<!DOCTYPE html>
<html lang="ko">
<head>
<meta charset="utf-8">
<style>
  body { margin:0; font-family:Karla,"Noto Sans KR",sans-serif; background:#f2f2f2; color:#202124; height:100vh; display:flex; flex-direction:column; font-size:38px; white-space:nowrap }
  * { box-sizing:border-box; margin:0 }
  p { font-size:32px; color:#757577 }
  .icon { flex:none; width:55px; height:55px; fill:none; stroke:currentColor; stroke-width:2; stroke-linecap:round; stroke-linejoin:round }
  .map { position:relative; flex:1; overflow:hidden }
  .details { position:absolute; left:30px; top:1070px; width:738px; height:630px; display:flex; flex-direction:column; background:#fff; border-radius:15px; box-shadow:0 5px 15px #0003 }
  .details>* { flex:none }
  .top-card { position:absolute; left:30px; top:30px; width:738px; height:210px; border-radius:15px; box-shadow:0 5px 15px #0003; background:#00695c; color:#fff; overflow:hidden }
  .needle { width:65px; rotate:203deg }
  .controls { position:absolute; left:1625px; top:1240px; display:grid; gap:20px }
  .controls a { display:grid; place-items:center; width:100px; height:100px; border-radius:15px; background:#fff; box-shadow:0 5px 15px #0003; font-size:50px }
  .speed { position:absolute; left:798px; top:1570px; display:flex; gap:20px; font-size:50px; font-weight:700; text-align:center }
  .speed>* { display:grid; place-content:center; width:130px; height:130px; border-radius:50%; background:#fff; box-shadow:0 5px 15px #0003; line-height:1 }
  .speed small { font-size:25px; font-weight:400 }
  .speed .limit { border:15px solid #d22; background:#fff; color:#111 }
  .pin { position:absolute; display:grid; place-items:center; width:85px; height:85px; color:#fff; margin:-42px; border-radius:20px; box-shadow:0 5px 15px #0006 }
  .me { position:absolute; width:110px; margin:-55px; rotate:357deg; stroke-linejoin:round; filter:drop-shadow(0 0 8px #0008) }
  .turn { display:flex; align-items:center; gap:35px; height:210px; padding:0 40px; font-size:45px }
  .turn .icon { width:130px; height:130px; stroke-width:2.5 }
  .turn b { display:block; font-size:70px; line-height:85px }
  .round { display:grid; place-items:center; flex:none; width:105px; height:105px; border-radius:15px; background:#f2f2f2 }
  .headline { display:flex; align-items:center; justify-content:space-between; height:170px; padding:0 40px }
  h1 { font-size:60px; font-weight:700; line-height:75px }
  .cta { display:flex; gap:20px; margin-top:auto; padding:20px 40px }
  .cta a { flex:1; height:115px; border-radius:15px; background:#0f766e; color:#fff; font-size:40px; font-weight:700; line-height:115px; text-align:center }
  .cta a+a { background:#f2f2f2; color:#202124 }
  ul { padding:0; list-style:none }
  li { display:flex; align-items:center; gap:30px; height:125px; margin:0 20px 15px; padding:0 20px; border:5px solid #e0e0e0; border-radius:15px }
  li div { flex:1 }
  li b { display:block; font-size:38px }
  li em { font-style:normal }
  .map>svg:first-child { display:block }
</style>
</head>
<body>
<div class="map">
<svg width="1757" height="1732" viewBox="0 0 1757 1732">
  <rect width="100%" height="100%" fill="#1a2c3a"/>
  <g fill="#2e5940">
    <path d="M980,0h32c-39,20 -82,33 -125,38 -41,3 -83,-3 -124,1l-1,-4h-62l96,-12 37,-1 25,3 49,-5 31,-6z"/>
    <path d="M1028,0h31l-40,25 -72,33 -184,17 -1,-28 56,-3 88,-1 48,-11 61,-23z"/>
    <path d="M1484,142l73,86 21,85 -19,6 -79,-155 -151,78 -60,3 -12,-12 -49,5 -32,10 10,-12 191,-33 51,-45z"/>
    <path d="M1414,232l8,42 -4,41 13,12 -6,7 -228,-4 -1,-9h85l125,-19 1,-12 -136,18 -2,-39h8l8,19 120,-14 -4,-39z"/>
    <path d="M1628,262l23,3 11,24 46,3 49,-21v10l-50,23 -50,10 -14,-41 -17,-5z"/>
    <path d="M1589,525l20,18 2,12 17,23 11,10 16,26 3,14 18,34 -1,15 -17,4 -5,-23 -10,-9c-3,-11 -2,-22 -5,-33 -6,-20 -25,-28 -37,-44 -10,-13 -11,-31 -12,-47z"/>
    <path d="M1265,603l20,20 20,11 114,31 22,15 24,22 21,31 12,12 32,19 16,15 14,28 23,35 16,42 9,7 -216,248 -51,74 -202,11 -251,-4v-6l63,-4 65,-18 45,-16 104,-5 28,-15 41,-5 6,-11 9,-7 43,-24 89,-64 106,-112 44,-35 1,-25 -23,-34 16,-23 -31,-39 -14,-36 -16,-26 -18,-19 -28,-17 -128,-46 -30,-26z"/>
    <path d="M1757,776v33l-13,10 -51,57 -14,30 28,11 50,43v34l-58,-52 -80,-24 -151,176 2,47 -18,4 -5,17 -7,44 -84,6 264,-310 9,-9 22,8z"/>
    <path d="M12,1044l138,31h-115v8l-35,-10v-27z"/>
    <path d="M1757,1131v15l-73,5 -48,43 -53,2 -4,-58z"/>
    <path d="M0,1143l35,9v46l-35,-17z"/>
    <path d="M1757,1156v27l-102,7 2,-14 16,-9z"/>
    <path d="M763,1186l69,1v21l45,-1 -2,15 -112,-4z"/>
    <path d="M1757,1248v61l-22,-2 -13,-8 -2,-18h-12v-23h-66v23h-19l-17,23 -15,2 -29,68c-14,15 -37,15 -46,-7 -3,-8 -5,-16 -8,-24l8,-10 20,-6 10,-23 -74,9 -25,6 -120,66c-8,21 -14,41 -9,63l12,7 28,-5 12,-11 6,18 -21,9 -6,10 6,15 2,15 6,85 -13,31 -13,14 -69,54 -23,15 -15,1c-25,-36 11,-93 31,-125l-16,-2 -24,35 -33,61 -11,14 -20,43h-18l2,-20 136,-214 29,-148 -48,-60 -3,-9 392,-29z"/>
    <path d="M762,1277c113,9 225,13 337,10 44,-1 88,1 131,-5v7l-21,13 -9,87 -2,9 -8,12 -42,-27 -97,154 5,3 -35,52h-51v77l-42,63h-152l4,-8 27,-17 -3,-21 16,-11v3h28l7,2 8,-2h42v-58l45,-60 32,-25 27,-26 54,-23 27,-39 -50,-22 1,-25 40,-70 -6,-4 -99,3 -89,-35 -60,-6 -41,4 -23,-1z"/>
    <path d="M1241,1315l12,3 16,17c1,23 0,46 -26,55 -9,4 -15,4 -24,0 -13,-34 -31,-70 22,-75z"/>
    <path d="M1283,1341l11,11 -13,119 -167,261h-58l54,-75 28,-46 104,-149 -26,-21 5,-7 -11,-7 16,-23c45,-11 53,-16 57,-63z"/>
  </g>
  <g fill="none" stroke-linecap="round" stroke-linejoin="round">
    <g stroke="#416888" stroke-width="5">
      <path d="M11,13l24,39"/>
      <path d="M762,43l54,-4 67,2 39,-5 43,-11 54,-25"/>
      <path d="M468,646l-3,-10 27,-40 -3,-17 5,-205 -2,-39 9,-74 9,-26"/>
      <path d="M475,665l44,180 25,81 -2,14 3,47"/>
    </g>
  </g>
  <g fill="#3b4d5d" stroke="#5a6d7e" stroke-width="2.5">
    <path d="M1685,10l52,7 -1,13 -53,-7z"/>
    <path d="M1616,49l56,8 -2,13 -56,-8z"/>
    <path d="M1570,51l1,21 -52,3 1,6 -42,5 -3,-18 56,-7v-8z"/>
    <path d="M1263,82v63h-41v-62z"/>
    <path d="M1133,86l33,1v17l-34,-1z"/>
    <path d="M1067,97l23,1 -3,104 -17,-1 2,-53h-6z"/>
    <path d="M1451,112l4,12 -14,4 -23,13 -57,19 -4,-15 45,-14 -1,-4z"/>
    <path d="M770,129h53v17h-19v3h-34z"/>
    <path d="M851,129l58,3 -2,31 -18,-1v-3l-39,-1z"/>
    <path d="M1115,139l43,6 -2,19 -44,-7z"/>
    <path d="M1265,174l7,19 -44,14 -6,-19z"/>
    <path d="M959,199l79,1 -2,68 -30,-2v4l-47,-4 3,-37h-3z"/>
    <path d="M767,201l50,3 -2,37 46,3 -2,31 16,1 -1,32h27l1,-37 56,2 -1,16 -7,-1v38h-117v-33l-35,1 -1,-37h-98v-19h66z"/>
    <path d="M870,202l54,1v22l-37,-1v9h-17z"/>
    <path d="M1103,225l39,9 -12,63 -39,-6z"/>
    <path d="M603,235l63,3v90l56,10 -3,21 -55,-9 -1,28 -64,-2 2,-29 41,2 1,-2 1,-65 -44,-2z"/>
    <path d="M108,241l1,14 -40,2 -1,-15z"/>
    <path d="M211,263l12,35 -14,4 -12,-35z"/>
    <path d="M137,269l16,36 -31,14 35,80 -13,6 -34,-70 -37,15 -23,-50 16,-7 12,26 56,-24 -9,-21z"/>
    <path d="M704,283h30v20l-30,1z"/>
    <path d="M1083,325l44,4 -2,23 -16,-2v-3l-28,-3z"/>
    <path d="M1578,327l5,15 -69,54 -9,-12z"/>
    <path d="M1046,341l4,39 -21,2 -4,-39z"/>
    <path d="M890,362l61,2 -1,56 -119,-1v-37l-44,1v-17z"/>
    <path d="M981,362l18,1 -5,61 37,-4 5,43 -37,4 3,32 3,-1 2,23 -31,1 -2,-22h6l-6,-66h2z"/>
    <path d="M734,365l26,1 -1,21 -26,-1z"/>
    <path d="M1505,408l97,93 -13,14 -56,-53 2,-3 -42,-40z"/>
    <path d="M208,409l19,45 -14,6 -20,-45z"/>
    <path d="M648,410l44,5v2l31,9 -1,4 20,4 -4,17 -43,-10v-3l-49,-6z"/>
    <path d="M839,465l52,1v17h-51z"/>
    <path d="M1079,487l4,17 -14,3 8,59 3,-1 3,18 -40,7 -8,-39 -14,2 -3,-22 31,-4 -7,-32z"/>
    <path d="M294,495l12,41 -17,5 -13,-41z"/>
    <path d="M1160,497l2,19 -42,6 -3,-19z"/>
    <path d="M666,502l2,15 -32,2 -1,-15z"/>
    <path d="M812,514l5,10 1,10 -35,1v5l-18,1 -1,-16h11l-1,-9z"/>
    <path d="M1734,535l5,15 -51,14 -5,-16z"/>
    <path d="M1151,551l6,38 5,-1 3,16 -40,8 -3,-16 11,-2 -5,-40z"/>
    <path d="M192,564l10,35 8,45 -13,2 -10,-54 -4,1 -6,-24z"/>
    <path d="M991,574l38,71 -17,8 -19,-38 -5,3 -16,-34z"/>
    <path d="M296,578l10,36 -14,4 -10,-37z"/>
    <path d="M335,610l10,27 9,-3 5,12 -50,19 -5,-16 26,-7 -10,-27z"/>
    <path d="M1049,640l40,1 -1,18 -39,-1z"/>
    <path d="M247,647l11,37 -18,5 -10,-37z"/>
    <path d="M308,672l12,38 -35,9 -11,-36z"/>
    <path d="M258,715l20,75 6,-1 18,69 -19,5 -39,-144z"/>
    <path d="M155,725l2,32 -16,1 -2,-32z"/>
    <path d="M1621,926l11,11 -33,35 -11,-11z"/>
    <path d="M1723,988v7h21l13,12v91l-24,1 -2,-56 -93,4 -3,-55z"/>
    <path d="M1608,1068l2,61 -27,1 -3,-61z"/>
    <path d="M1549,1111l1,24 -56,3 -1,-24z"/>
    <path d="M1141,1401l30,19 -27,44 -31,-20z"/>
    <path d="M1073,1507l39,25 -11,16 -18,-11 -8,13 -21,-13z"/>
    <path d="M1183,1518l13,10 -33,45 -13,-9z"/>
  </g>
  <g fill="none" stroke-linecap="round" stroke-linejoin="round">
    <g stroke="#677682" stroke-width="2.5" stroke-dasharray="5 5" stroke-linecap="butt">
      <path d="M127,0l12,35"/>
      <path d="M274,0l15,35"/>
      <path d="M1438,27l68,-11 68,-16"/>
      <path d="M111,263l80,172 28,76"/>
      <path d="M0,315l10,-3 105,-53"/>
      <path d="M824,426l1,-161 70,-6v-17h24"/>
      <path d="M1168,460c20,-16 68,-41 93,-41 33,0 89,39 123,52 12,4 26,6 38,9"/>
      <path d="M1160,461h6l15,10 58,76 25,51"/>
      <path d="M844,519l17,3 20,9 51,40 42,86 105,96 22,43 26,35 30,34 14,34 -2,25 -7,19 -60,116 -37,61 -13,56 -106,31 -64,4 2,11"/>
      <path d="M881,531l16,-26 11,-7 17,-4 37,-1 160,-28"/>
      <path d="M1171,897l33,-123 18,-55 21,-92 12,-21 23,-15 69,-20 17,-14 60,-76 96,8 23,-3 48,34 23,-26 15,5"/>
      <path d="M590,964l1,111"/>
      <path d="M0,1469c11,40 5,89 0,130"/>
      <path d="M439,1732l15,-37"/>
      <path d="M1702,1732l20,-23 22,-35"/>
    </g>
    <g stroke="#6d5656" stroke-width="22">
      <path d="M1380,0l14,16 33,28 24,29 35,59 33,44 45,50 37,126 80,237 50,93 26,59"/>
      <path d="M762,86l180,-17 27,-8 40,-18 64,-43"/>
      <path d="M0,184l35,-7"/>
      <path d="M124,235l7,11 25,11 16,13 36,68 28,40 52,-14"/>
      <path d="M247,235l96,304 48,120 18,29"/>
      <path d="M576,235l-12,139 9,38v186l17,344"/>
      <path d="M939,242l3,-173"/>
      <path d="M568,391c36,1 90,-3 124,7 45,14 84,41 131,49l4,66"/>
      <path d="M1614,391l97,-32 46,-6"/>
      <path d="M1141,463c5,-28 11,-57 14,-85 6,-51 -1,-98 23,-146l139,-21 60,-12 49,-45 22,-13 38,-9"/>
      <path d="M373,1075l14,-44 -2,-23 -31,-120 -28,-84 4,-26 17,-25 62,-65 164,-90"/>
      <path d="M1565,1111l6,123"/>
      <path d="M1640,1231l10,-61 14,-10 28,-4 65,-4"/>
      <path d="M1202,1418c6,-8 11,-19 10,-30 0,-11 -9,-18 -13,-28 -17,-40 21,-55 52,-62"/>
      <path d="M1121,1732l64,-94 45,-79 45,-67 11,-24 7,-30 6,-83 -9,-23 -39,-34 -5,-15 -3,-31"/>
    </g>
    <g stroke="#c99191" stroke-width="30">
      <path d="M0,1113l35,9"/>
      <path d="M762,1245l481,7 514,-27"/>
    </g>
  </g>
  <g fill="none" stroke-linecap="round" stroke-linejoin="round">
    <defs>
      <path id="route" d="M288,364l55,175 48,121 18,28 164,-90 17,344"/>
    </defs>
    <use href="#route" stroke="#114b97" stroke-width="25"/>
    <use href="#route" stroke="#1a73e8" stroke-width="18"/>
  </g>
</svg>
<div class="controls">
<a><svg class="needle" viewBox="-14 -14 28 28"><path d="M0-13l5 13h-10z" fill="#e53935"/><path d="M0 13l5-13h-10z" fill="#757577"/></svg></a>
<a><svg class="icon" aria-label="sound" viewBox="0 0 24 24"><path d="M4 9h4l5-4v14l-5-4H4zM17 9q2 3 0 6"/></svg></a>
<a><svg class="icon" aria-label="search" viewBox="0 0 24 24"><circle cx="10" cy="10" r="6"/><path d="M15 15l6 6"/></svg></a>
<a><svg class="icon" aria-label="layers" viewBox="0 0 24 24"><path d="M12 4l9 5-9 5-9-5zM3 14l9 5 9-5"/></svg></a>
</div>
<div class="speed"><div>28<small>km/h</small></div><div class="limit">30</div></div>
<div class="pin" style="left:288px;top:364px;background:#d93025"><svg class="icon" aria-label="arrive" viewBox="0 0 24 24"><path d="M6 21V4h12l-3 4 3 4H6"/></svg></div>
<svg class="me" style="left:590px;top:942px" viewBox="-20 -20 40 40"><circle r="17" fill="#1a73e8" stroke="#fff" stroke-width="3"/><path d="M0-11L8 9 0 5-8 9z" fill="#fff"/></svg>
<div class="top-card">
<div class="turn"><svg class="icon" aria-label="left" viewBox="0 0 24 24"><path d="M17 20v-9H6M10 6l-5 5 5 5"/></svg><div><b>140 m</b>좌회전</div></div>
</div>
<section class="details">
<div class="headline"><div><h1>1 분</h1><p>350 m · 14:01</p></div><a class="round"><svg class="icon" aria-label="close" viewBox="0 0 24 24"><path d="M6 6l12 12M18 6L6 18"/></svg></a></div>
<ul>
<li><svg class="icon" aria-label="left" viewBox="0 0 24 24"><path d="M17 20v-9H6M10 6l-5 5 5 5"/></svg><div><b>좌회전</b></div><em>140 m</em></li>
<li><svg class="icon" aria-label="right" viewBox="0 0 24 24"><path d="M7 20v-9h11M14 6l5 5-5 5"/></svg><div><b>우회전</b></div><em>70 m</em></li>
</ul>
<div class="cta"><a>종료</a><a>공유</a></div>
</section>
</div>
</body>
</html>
-------------------------
Work required - Copy out each line of the material in which the word "small" turns up.

Your solution -
  .speed small { font-size:25px; font-weight:400 }
<div class="speed"><div>28<small>km/h</small></div><div class="limit">30</div></div>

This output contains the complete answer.